**YOUR OBJECTIVE**
Report only how many lines in the material contain "feTurbulence".

**DATA PROVIDED**
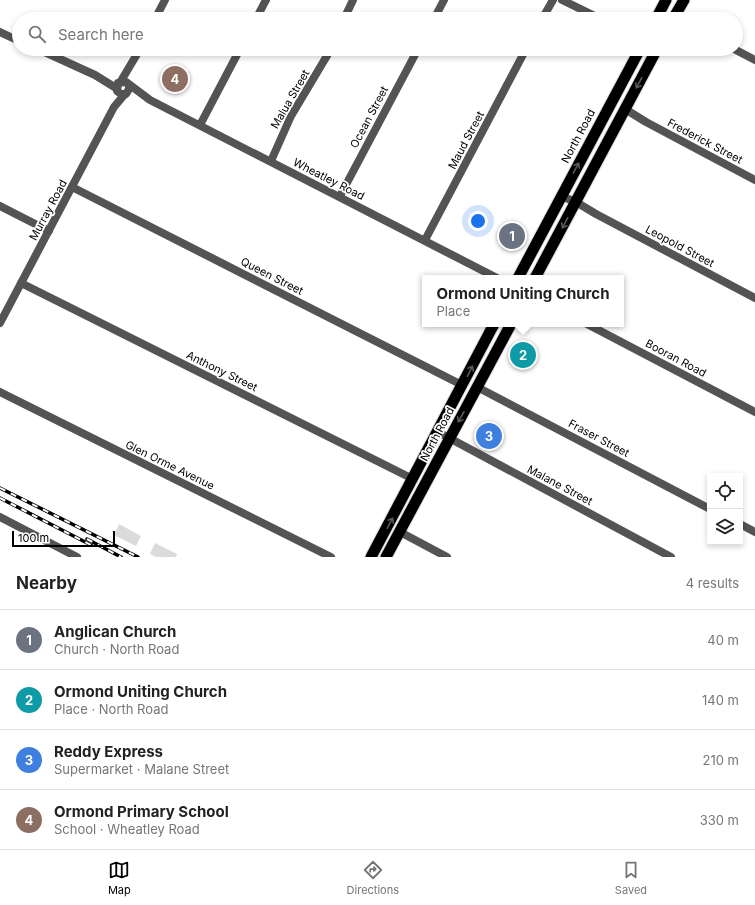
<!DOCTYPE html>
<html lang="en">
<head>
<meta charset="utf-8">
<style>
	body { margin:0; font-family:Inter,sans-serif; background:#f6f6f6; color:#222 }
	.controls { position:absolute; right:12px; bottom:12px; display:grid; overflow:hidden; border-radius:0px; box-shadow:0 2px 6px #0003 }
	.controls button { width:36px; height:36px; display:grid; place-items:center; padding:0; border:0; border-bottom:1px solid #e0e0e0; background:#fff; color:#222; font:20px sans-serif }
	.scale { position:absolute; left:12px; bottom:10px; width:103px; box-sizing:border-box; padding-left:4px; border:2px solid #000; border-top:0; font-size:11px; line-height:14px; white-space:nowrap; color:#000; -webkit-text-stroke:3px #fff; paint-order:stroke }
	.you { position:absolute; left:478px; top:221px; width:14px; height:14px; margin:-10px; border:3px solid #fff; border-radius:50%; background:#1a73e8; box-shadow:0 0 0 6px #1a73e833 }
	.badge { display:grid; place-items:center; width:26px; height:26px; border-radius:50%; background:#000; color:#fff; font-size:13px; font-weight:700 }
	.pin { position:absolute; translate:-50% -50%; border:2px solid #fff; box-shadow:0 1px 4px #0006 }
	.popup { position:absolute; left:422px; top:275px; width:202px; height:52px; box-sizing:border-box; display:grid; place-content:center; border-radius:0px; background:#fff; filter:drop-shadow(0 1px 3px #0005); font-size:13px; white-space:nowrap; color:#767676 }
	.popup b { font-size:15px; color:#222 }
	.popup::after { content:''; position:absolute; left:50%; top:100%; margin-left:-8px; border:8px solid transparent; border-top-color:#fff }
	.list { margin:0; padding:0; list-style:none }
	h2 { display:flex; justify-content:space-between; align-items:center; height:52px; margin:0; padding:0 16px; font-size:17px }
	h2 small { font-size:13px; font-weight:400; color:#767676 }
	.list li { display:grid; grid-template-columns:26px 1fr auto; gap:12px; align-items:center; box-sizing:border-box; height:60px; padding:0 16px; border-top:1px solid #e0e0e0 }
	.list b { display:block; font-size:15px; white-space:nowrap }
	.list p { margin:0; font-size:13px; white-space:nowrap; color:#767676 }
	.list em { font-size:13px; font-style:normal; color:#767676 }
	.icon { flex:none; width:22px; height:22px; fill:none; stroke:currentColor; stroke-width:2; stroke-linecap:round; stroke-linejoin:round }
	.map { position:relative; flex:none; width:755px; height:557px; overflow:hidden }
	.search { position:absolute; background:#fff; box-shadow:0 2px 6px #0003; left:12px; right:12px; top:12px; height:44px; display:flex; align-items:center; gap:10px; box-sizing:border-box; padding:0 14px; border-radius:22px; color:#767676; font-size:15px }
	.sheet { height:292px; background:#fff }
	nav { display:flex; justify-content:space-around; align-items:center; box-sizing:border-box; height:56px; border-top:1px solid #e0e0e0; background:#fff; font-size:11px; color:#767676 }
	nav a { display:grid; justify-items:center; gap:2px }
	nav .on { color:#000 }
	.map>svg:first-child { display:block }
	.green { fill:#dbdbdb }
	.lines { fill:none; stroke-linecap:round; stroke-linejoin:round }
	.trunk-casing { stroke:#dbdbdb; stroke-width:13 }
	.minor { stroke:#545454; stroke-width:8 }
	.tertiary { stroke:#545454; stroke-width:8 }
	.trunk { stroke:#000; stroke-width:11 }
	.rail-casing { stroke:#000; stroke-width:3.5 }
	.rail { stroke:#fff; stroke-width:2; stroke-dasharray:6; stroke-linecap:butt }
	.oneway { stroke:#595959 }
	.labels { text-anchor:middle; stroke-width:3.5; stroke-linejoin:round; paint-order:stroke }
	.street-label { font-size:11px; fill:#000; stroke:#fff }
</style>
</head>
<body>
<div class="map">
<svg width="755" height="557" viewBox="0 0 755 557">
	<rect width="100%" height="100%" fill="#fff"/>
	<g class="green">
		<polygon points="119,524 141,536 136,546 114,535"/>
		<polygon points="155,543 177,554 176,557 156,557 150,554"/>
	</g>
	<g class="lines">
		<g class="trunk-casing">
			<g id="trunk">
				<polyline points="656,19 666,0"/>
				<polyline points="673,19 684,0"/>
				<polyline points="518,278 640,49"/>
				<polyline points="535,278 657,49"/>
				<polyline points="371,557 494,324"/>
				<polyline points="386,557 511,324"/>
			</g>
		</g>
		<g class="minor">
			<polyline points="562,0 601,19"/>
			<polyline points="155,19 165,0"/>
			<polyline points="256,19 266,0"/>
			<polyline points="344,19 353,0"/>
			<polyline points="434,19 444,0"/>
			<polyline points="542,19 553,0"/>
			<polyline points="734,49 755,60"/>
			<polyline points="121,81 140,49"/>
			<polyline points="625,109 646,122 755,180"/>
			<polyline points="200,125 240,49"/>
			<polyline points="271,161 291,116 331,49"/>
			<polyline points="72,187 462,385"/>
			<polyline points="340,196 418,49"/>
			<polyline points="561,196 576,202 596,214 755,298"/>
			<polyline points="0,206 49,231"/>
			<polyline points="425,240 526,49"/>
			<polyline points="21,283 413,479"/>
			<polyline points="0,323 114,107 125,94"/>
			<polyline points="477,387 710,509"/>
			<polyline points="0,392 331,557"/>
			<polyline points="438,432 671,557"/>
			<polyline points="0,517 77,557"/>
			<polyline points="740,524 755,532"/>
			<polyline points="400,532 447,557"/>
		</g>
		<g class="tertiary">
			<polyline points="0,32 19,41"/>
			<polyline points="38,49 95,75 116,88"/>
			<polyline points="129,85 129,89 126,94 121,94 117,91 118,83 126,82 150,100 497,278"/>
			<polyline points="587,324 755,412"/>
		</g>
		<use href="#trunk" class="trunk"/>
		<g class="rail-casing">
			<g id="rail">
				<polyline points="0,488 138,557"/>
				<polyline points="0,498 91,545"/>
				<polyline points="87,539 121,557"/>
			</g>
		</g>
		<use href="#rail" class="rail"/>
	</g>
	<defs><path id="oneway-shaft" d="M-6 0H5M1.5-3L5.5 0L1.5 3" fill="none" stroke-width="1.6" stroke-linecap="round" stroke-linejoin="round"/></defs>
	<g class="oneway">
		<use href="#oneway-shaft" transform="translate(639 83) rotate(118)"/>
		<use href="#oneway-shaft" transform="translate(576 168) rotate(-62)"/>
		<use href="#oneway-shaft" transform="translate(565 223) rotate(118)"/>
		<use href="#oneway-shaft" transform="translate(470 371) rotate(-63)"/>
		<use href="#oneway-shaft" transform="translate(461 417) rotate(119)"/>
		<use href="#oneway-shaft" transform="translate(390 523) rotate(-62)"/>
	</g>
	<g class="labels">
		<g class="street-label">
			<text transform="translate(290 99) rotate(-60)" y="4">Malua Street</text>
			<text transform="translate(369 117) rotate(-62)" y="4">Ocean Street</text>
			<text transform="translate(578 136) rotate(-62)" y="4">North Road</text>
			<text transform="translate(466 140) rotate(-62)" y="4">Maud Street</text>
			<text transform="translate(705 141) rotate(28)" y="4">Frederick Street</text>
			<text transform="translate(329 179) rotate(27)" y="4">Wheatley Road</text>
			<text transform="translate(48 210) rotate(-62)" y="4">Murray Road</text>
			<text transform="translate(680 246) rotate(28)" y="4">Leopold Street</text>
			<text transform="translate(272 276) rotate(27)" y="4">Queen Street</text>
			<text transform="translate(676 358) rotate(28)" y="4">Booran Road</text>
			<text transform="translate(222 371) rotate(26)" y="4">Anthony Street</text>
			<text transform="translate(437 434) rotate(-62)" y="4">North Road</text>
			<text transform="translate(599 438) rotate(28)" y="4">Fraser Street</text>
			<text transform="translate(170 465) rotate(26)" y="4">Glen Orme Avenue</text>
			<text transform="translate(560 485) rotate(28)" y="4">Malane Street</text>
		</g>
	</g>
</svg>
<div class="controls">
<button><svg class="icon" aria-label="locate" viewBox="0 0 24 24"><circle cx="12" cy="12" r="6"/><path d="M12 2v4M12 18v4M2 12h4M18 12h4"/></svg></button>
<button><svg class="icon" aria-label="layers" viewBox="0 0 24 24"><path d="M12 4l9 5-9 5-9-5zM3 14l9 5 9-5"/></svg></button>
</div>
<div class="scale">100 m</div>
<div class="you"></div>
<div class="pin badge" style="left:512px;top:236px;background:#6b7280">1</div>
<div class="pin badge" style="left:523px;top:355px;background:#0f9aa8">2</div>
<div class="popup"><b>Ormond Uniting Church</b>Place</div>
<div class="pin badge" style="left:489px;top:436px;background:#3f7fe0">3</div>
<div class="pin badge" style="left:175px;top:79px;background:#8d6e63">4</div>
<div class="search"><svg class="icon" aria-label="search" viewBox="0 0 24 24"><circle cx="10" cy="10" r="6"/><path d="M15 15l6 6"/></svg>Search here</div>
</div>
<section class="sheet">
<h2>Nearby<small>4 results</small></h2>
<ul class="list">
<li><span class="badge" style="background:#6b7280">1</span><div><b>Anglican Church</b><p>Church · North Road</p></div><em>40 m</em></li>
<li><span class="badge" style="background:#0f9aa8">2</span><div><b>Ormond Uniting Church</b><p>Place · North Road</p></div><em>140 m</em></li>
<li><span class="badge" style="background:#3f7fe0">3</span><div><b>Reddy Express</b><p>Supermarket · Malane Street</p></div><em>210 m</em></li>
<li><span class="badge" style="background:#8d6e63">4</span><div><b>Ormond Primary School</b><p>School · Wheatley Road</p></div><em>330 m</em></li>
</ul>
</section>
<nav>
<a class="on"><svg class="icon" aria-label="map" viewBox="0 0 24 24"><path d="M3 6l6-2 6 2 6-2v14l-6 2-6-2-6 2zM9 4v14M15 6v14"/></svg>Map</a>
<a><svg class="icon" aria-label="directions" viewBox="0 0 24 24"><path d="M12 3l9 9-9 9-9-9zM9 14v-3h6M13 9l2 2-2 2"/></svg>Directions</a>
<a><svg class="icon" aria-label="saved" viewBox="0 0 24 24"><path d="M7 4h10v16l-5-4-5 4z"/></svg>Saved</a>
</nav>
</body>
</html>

---

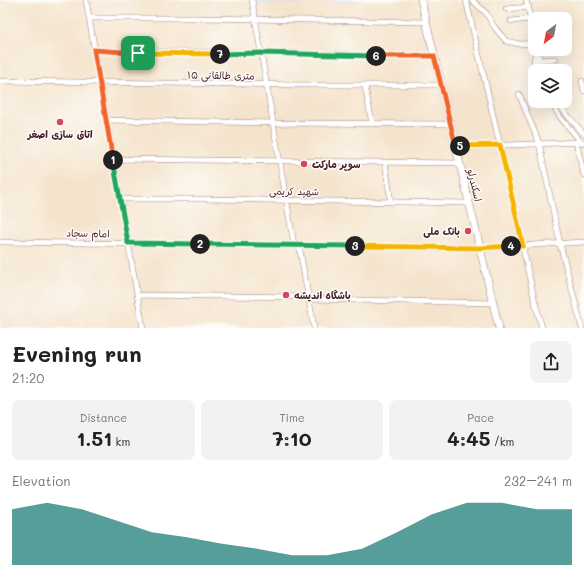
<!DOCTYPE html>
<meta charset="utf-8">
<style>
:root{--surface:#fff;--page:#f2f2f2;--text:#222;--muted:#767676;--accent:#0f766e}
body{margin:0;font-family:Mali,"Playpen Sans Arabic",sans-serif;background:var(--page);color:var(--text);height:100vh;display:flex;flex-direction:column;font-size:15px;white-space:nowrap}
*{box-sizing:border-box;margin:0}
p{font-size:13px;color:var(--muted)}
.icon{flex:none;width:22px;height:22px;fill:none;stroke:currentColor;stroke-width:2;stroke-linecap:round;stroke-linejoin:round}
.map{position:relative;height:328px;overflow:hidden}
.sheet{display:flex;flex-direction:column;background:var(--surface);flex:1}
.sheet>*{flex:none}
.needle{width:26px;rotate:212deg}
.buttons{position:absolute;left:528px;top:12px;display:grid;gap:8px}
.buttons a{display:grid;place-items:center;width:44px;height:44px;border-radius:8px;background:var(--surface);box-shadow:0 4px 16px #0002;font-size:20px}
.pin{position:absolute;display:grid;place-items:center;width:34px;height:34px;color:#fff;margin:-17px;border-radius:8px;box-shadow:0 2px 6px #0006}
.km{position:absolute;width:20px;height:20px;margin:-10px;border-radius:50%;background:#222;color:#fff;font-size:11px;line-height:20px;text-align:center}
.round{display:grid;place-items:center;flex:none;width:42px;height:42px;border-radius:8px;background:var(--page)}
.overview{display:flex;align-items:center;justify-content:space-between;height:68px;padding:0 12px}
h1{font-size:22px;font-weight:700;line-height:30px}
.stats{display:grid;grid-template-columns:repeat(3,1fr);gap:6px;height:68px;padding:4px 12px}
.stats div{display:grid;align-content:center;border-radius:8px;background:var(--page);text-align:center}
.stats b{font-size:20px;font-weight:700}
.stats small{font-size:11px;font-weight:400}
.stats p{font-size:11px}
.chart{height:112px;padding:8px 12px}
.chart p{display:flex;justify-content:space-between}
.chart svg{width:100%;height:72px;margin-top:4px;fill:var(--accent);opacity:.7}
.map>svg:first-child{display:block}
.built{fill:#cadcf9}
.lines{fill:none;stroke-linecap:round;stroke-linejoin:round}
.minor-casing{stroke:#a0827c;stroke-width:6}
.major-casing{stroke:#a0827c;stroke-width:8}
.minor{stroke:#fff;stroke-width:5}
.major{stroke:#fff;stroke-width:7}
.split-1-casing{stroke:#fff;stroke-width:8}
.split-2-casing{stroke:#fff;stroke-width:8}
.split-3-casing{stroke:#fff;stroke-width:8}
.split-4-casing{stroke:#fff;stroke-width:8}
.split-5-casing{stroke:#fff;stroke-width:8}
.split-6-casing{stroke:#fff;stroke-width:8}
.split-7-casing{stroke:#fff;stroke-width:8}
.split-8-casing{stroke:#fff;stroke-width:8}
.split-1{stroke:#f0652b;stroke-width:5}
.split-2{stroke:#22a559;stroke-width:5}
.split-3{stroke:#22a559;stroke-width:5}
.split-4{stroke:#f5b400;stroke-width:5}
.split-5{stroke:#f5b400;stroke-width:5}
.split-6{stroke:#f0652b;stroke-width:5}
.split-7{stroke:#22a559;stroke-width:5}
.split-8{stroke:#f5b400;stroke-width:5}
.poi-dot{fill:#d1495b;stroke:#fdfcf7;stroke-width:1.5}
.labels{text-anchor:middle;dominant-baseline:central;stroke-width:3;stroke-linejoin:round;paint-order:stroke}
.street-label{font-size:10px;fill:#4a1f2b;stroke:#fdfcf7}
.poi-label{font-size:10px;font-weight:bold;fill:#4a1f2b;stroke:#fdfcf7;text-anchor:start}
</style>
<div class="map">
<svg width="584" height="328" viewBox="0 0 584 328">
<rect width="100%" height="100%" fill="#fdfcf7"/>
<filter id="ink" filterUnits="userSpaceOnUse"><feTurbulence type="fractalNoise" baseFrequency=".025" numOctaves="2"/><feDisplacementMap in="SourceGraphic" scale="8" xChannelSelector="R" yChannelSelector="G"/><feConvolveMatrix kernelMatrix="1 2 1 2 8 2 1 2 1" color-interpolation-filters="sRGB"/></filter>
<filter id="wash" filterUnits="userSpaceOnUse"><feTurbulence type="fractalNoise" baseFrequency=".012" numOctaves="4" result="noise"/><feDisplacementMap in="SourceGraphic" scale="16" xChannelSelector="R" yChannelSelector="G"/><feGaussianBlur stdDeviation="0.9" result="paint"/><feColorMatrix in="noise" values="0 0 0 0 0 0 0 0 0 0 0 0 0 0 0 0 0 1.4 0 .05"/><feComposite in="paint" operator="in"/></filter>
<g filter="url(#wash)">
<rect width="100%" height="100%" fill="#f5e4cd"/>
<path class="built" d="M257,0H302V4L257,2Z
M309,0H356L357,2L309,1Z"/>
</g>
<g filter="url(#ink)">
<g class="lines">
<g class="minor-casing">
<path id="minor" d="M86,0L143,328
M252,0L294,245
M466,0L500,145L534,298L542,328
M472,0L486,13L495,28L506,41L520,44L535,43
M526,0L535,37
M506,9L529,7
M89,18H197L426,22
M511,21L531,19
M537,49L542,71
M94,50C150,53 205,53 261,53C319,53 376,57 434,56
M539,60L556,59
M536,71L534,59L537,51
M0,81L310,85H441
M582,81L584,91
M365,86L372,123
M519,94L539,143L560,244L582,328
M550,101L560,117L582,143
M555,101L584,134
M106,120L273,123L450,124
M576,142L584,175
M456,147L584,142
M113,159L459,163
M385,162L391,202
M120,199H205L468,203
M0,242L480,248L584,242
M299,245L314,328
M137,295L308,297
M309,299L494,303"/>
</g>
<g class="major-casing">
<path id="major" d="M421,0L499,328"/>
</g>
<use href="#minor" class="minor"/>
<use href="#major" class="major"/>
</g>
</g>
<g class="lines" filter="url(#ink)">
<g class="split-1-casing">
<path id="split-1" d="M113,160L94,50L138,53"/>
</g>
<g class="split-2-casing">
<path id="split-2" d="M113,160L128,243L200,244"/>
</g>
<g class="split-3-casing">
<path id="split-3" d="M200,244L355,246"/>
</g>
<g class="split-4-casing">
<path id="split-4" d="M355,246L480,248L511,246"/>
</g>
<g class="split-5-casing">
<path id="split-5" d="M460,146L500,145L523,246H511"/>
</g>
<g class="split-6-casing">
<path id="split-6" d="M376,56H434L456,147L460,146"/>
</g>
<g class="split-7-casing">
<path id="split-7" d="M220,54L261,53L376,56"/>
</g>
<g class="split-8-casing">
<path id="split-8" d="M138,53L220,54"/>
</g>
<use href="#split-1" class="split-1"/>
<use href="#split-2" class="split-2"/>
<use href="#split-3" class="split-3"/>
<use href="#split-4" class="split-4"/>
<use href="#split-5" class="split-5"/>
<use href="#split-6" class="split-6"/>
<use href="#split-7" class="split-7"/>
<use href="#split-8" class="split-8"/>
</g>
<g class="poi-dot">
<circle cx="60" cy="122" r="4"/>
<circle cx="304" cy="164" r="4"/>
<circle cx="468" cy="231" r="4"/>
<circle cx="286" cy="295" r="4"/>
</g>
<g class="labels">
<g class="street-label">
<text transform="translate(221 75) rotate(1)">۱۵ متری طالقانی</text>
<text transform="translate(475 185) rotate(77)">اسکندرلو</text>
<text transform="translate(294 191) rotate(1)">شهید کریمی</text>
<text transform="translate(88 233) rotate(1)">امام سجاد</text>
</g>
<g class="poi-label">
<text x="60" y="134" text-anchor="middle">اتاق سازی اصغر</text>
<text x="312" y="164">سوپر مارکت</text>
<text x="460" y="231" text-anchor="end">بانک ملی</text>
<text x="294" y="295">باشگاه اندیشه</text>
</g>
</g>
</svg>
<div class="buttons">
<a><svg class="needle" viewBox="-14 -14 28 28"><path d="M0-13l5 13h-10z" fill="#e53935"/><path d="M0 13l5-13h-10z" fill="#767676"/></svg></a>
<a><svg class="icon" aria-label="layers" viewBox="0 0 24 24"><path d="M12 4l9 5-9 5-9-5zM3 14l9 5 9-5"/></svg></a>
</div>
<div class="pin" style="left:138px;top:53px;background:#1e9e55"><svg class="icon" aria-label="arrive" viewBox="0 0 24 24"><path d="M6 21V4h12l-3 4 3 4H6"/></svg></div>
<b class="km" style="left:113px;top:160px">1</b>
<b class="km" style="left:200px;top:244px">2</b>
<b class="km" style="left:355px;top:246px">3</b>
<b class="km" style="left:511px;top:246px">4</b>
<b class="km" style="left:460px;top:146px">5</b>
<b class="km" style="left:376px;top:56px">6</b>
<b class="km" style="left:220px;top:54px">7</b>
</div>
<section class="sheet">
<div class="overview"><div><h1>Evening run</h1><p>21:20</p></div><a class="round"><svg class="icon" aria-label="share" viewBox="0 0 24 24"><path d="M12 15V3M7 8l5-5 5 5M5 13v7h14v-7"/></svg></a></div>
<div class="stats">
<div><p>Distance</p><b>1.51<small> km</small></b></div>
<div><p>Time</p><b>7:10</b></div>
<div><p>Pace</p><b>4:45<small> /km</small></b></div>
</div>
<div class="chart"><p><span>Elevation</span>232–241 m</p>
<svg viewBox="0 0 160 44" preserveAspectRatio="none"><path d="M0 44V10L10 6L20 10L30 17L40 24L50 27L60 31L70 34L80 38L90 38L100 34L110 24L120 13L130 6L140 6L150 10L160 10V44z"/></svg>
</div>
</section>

**TASK RESPONSE**
2